+++ DATA RECORDS +++
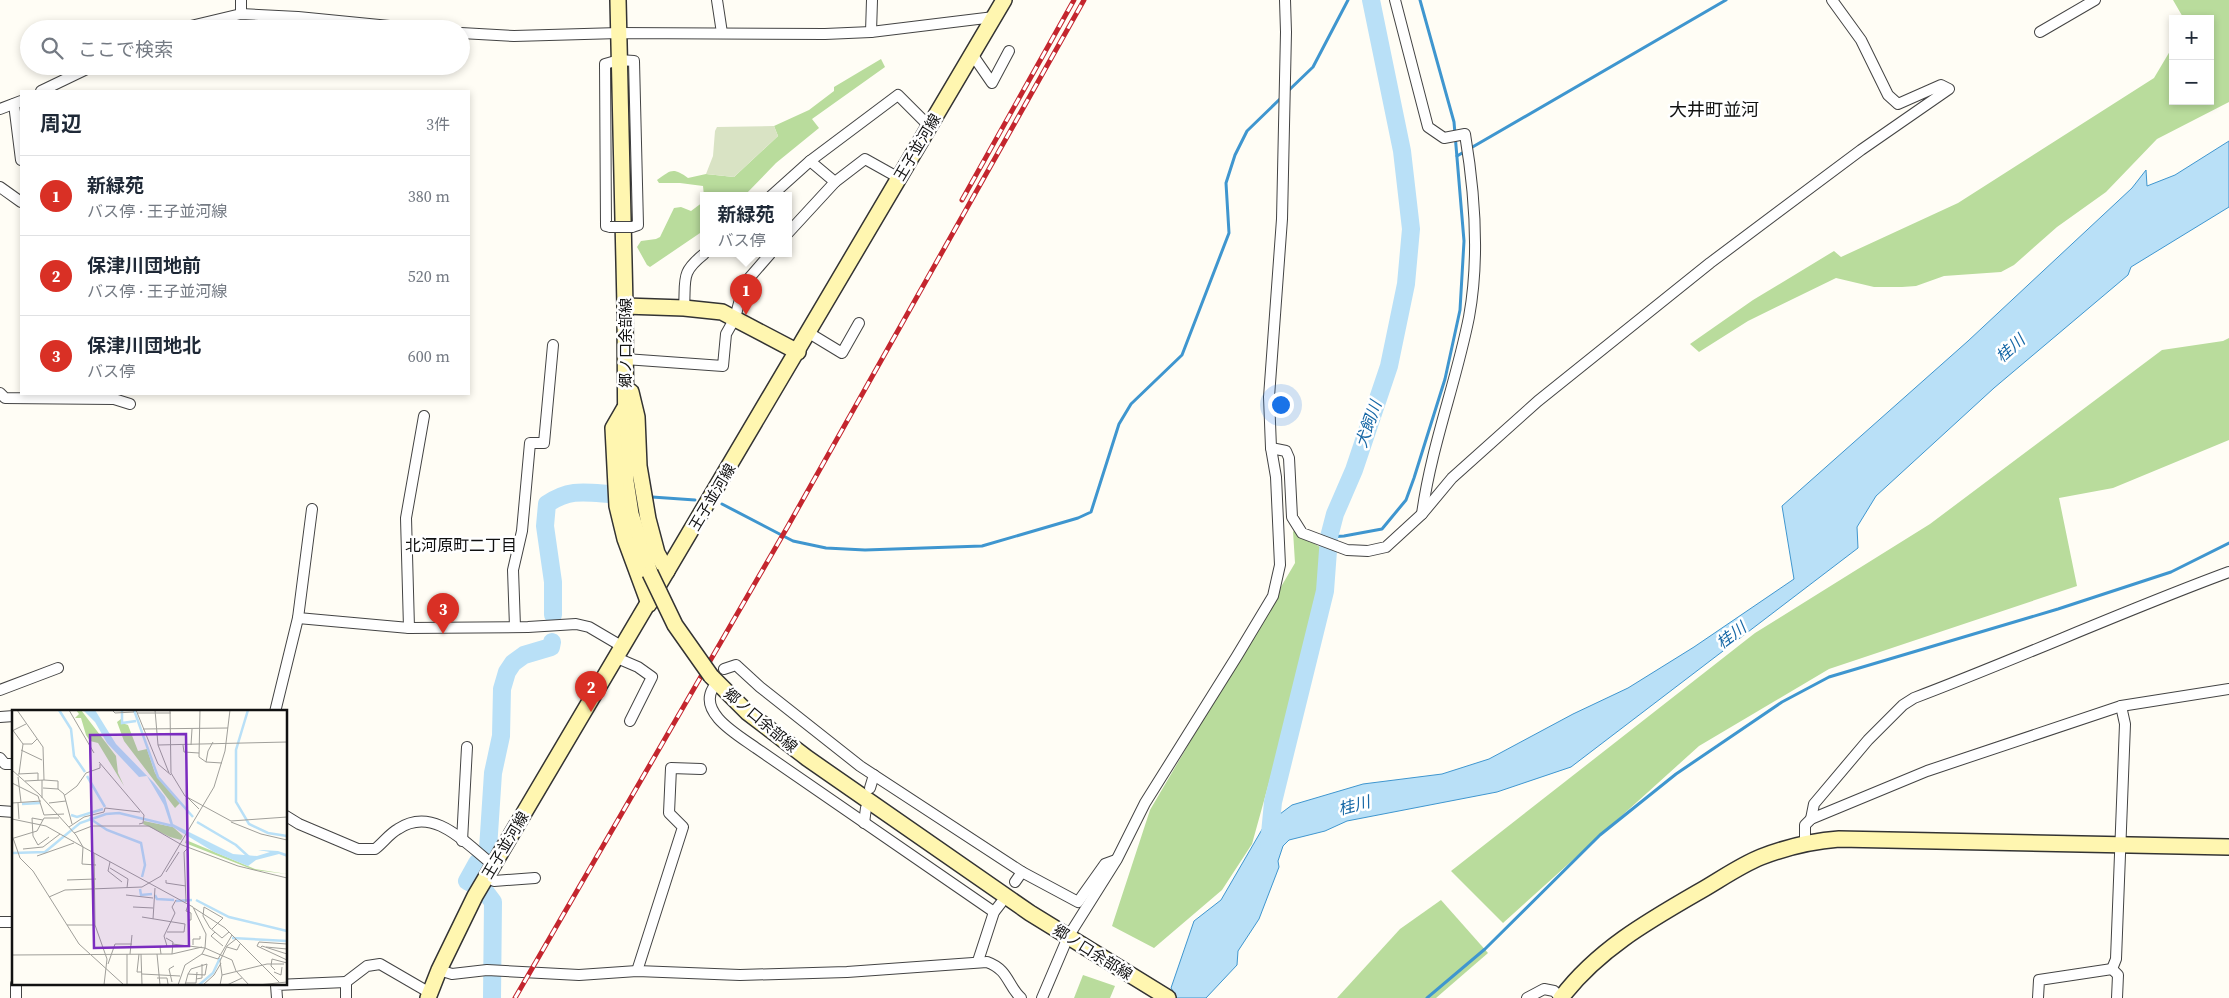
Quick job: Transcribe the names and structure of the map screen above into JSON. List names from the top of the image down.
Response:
{
  "streets": {
    "main road": ["王子並河線", "郷ノ口余部線"]
  },
  "districts": ["大井町並河", "北河原町二丁目"],
  "water": ["桂川", "犬飼川"],
  "page": {
    "map_buttons": ["+", "−"],
    "search": "ここで検索",
    "heading": ["周辺", "3件"],
    "list": [
      {
        "mark": "1",
        "name": "新緑苑",
        "note": "バス停 · 王子並河線",
        "value": "380 m"
      },
      {
        "mark": "2",
        "name": "保津川団地前",
        "note": "バス停 · 王子並河線",
        "value": "520 m"
      },
      {
        "mark": "3",
        "name": "保津川団地北",
        "note": "バス停",
        "value": "600 m"
      }
    ],
    "popup": ["新緑苑", "バス停"],
    "pins": ["1", "3", "2"]
  }
}
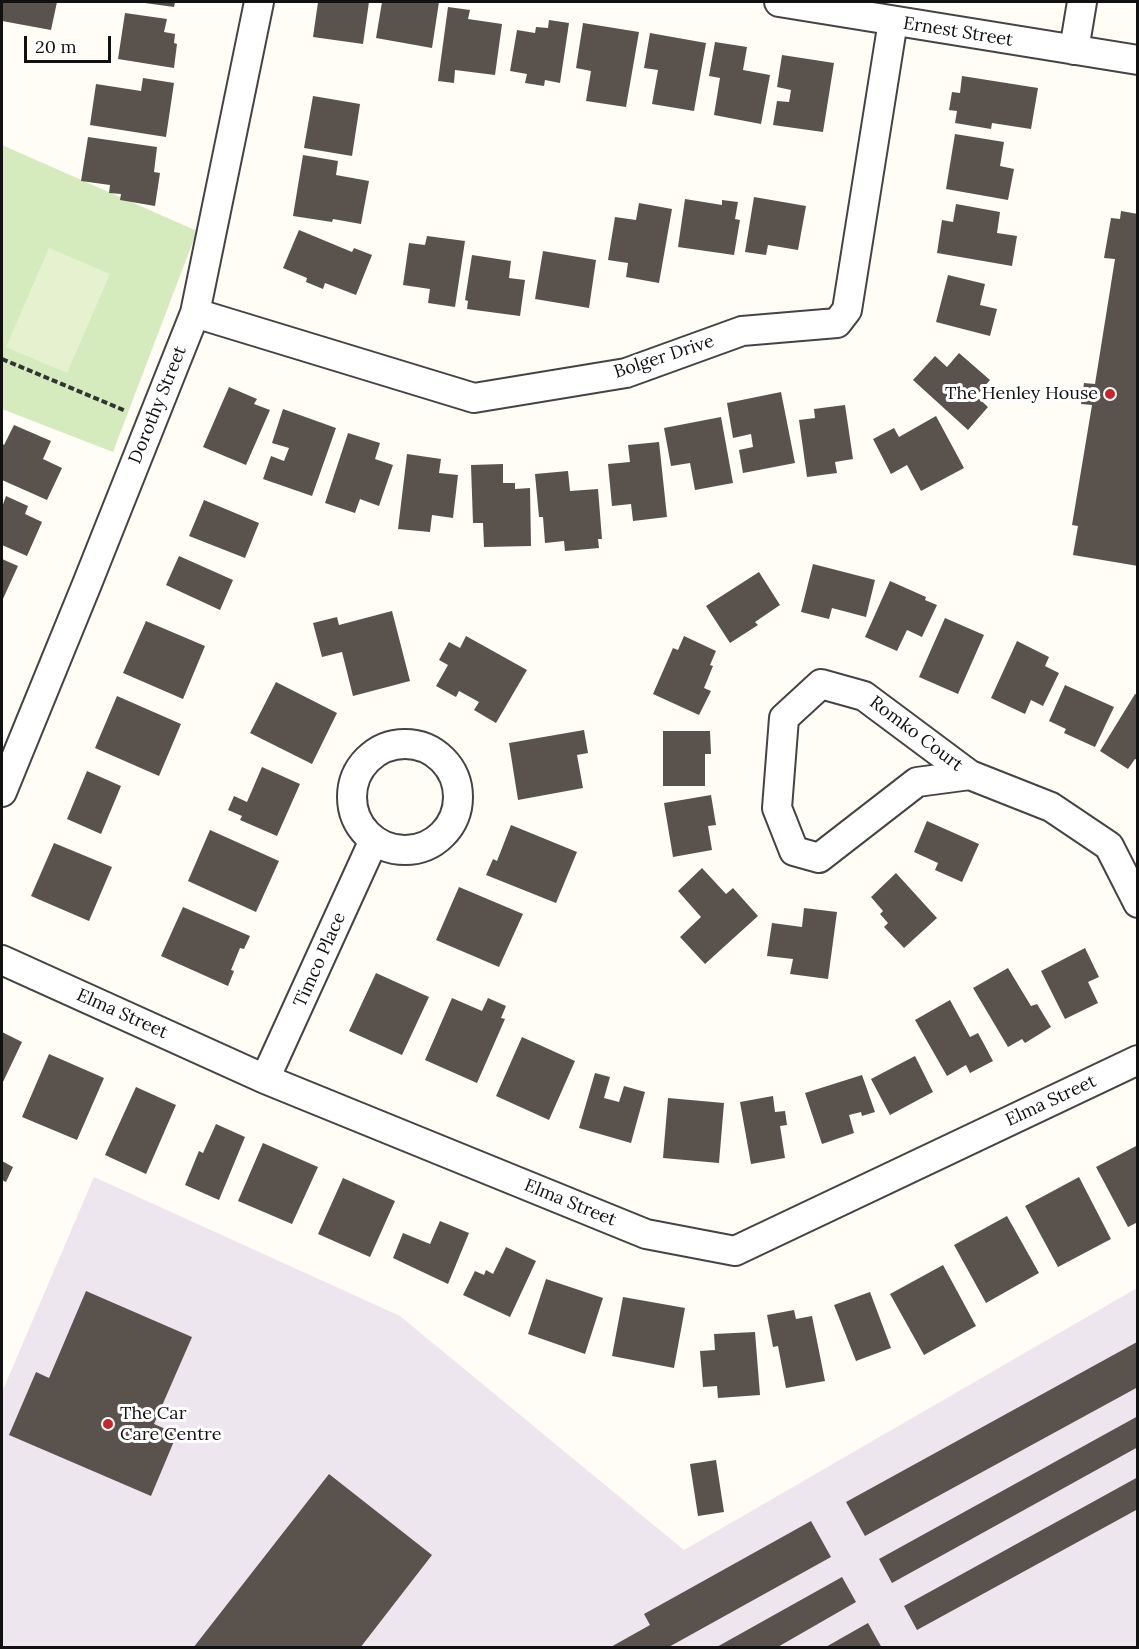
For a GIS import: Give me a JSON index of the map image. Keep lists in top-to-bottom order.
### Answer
{
  "streets": {
    "street": [
      "Ernest Street",
      "Bolger Drive",
      "Dorothy Street",
      "Romko Court",
      "Timco Place",
      "Elma Street"
    ]
  },
  "crossings": [
    ["Ernest Street", "Bolger Drive"],
    ["Bolger Drive", "Dorothy Street"],
    ["Timco Place", "Elma Street"]
  ],
  "places": ["The Henley House", "The Car Care Centre"],
  "scale_bar": "20 m"
}
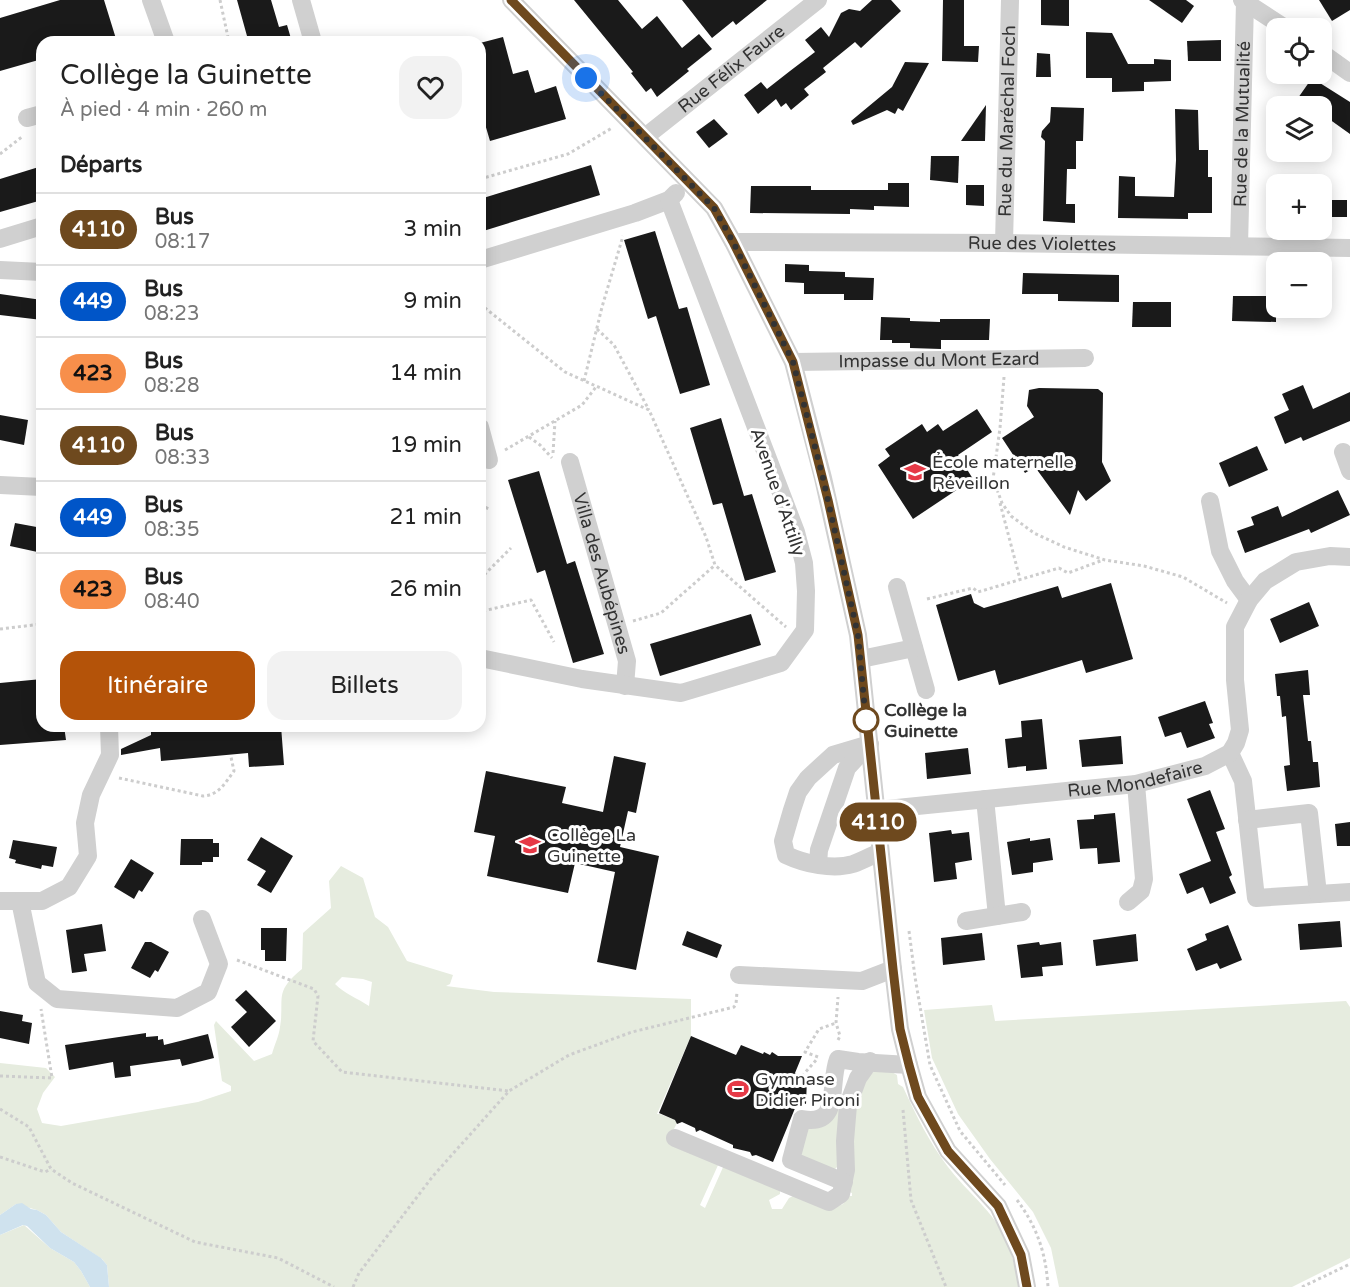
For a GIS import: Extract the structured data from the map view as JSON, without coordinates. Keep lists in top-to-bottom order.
{
  "streets": {
    "street": [
      "Rue Félix Faure",
      "Rue du Maréchal Foch",
      "Rue de la Mutualité",
      "Rue des Violettes",
      "Impasse du Mont Ezard",
      "Avenue d'Attilly",
      "Villa des Aubépines",
      "Rue Mondefaire"
    ]
  },
  "crossings": [
    ["Rue du Maréchal Foch", "Rue des Violettes"],
    ["Rue de la Mutualité", "Rue des Violettes"]
  ],
  "places": {
    "school or university": ["École maternelle Réveillon", "Collège La Guinette"],
    "other": ["Collège la Guinette"],
    "sports": ["Gymnase Didier Pironi"]
  },
  "lines": ["bus line 4110"],
  "page": {
    "on_map": "4110",
    "map_buttons": ["+", "−"],
    "heading": [
      ["Collège la Guinette", "À pied · 4 min · 260 m"],
      "Départs"
    ],
    "list": [
      {
        "mark": "4110",
        "name": "Bus",
        "note": "08:17",
        "value": "3 min"
      },
      {
        "mark": "449",
        "name": "Bus",
        "note": "08:23",
        "value": "9 min"
      },
      {
        "mark": "423",
        "name": "Bus",
        "note": "08:28",
        "value": "14 min"
      },
      {
        "mark": "4110",
        "name": "Bus",
        "note": "08:33",
        "value": "19 min"
      },
      {
        "mark": "449",
        "name": "Bus",
        "note": "08:35",
        "value": "21 min"
      },
      {
        "mark": "423",
        "name": "Bus",
        "note": "08:40",
        "value": "26 min"
      }
    ],
    "buttons": ["Itinéraire", "Billets"]
  }
}
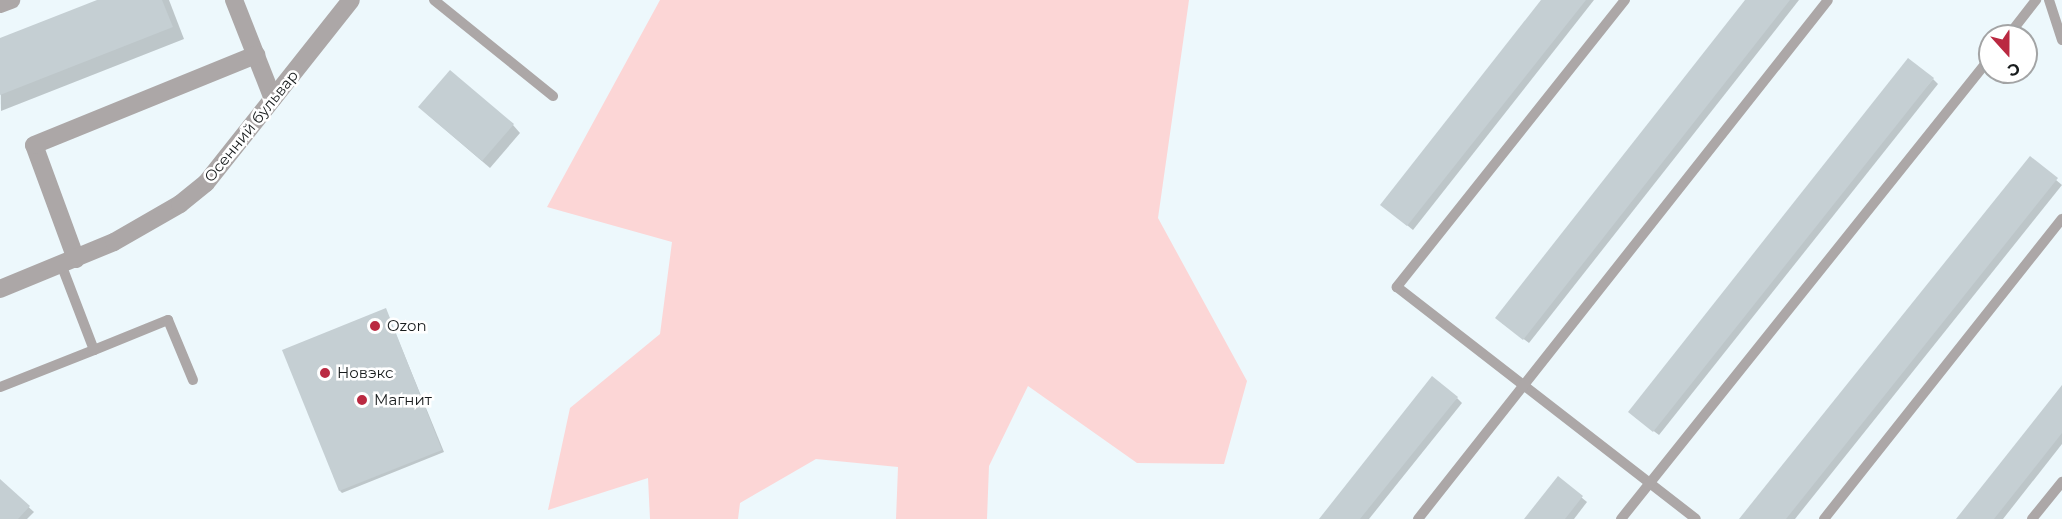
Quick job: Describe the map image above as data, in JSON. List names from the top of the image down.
{
  "streets": {
    "street": ["Осенний бульвар"]
  },
  "places": ["Ozon", "Новэкс", "Магнит"],
  "north": "bottom"
}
+++
WHAT YOU HAVE TO DO: Pictures aside, restate all of the entries exactly.

FINISHED TASK:
Quick job: Transcribe the names and structure of the map screen above into JSON. List names from the top of the image down.
Response:
{
  "streets": {
    "main road": ["王子並河線", "郷ノ口余部線"]
  },
  "districts": ["大井町並河", "北河原町二丁目"],
  "water": ["桂川", "犬飼川"],
  "page": {
    "map_buttons": ["+", "−"],
    "search": "ここで検索",
    "heading": ["周辺", "3件"],
    "list": [
      {
        "mark": "1",
        "name": "新緑苑",
        "note": "バス停 · 王子並河線",
        "value": "380 m"
      },
      {
        "mark": "2",
        "name": "保津川団地前",
        "note": "バス停 · 王子並河線",
        "value": "520 m"
      },
      {
        "mark": "3",
        "name": "保津川団地北",
        "note": "バス停",
        "value": "600 m"
      }
    ],
    "popup": ["新緑苑", "バス停"],
    "pins": ["1", "3", "2"]
  }
}
For a GIS import: Give me a JSON index of the map image. Keep lists in top-to-bottom order.
### Answer
{
  "streets": {
    "street": [
      "Ernest Street",
      "Bolger Drive",
      "Dorothy Street",
      "Romko Court",
      "Timco Place",
      "Elma Street"
    ]
  },
  "crossings": [
    ["Ernest Street", "Bolger Drive"],
    ["Bolger Drive", "Dorothy Street"],
    ["Timco Place", "Elma Street"]
  ],
  "places": ["The Henley House", "The Car Care Centre"],
  "scale_bar": "20 m"
}
For a GIS import: Extract the structured data from the map view as JSON, without coordinates. Keep lists in top-to-bottom order.
{
  "streets": {
    "street": [
      "Rue Félix Faure",
      "Rue du Maréchal Foch",
      "Rue de la Mutualité",
      "Rue des Violettes",
      "Impasse du Mont Ezard",
      "Avenue d'Attilly",
      "Villa des Aubépines",
      "Rue Mondefaire"
    ]
  },
  "crossings": [
    ["Rue du Maréchal Foch", "Rue des Violettes"],
    ["Rue de la Mutualité", "Rue des Violettes"]
  ],
  "places": {
    "school or university": ["École maternelle Réveillon", "Collège La Guinette"],
    "other": ["Collège la Guinette"],
    "sports": ["Gymnase Didier Pironi"]
  },
  "lines": ["bus line 4110"],
  "page": {
    "on_map": "4110",
    "map_buttons": ["+", "−"],
    "heading": [
      ["Collège la Guinette", "À pied · 4 min · 260 m"],
      "Départs"
    ],
    "list": [
      {
        "mark": "4110",
        "name": "Bus",
        "note": "08:17",
        "value": "3 min"
      },
      {
        "mark": "449",
        "name": "Bus",
        "note": "08:23",
        "value": "9 min"
      },
      {
        "mark": "423",
        "name": "Bus",
        "note": "08:28",
        "value": "14 min"
      },
      {
        "mark": "4110",
        "name": "Bus",
        "note": "08:33",
        "value": "19 min"
      },
      {
        "mark": "449",
        "name": "Bus",
        "note": "08:35",
        "value": "21 min"
      },
      {
        "mark": "423",
        "name": "Bus",
        "note": "08:40",
        "value": "26 min"
      }
    ],
    "buttons": ["Itinéraire", "Billets"]
  }
}
Quick job: Describe the map image above as data, in JSON. List names from the top of the image down.
{
  "streets": {
    "street": ["Осенний бульвар"]
  },
  "places": ["Ozon", "Новэкс", "Магнит"],
  "north": "bottom"
}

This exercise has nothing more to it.